# Information shown:
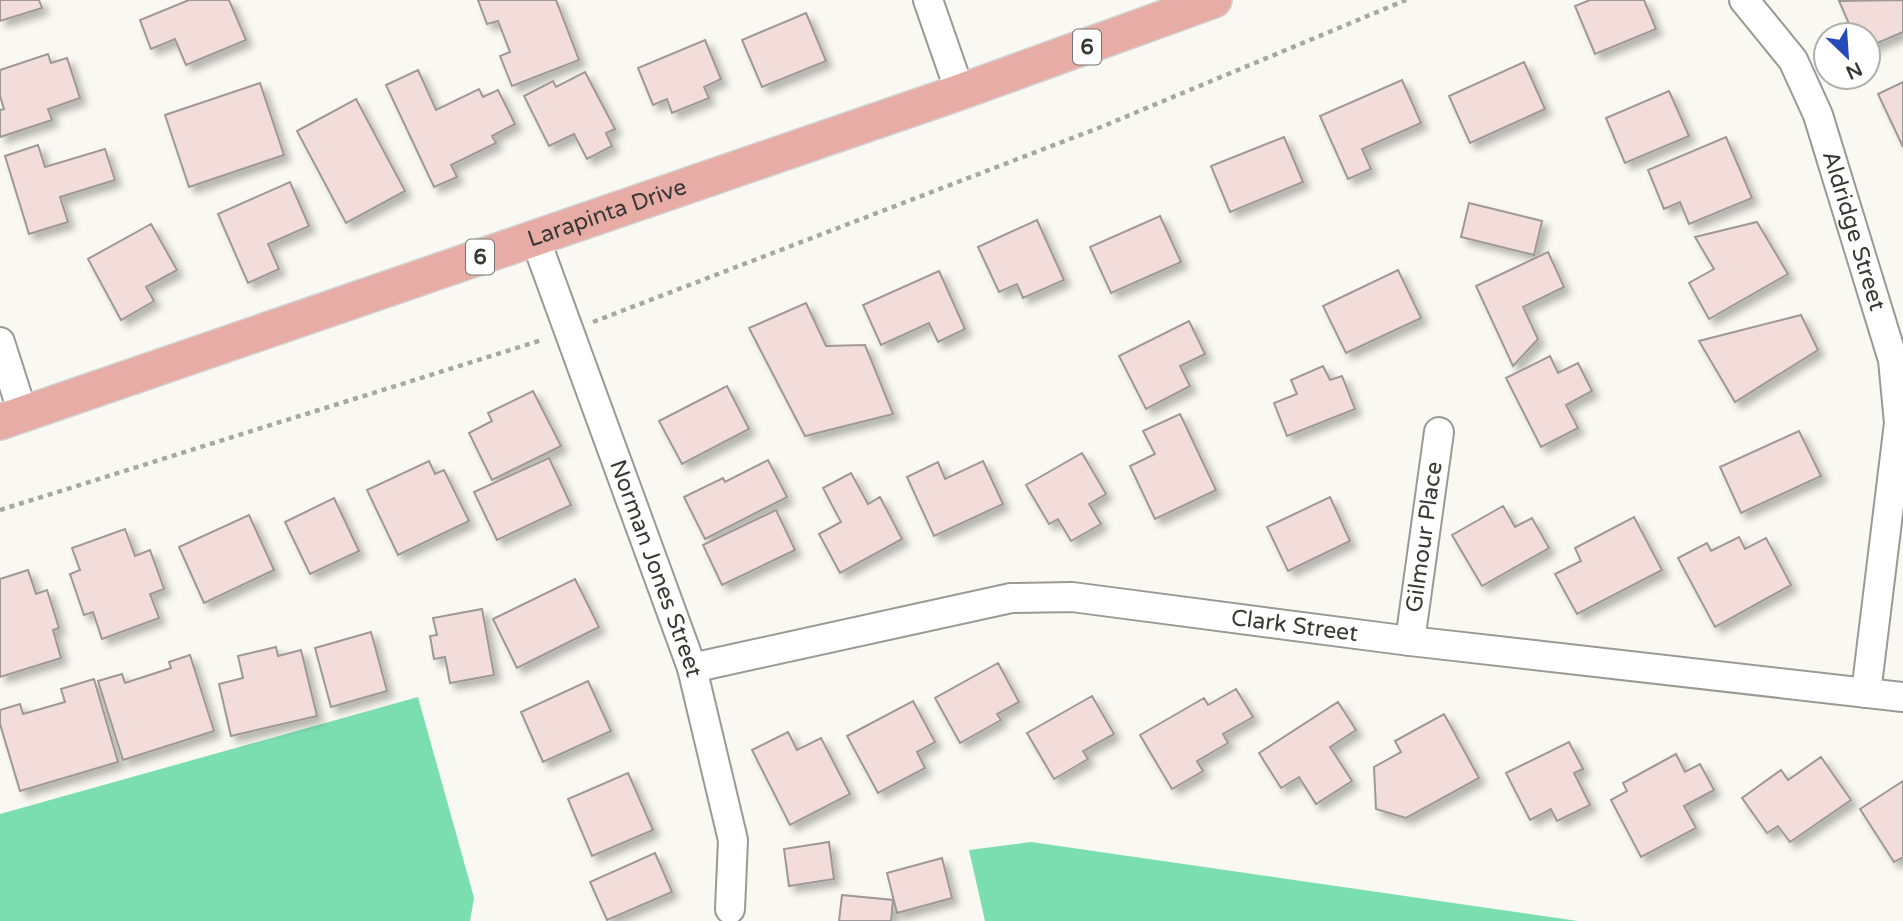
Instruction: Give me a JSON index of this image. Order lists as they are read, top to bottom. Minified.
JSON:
{"streets":{"main road":["6","Larapinta Drive"],"street":["Aldridge Street","Gilmour Place","Norman Jones Street","Clark Street"]},"crossings":[["Larapinta Drive","Norman Jones Street"],["Aldridge Street","Clark Street"],["Gilmour Place","Clark Street"],["Norman Jones Street","Clark Street"]],"north":"bottom right"}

# Action item:
Restate the data word for word while omitting each picture.

# Answer area:
Instruction: Give me a JSON index of this image. Order lists as they are read, top to bottom. Minified.
JSON:
{"streets":{"main road":["6","Larapinta Drive"],"street":["Aldridge Street","Gilmour Place","Norman Jones Street","Clark Street"]},"crossings":[["Larapinta Drive","Norman Jones Street"],["Aldridge Street","Clark Street"],["Gilmour Place","Clark Street"],["Norman Jones Street","Clark Street"]],"north":"bottom right"}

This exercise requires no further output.